Prior studies have demonstrated that when mice are fed a diet high in saturated fat, they consume more while expending fewer calories, leading them to gain weight, the news release states. Additionally, previous work in both obese mice and...
In the current study, the researchers examined whether microglial activity in the mediobasal hypothalamus had anything to do with the increased food consumption and weight gain observed in mice consuming diets high in fat.
First, they used a drug to wipe out microglia in this region brain and found that microglia-lacking, high-fat consuming mice gained less weight than their non-drugged, high-fat counterparts. They then genetically manipulated mice so that their microglia weren’t capable of mounting an inflammatory response, and these mice also ate less and gained less weight than normal mice on the high-fat diets.
Ongoing clinical trials testing the effects of a similar drug called PLX3977 in patients with certain cancers and arthritis may be able to shed some light on whether pharmacologically targeting microglia can impact weight, notes senior author Suneil Koliwad of the University of California, San Francisco, in the news release.
To find out if microglial activity alone could trigger overeating and weight gain in mice on a normal low-fat diet, the scientists induced microglial inflammation in the rodents’ brains. Indeed, despite eating diets lower in fat, hypothalamic inflammation drove these mice to burn fewer calories, eat more, and gain more weight than control mice on normal diets.
“From these experiments we can confidently say that the inflammatory activation of microglia is not only necessary for high-fat diets to induce obesity, but also sufficient on its own to drive the hypothalamus to alter its regulation of energy balance, leading to excess weight gain,” says co-senior author Joshua Thaler of the University of Washington, in the news release.
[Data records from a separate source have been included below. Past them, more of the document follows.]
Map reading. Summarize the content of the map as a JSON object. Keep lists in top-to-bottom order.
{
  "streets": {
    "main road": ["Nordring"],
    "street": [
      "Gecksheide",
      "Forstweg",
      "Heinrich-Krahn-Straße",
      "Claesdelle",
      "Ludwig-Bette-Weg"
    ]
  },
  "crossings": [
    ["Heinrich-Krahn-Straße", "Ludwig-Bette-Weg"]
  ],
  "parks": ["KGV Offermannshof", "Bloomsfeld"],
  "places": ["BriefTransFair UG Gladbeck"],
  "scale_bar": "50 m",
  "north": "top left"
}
When high-fat foods were scarce, microglia could have evolved to amplify appetite to increase consumption of energy-rich meals, adds Koliwad. But this adaptation may no longer be advantageous. “In our modern world, when people constantly overeat rich, high-fat foods, chronic microglial activation could produce a more permanent stimulation of neural circuits that further increase high-fat food intake, leading to the development of a vicious cycle.”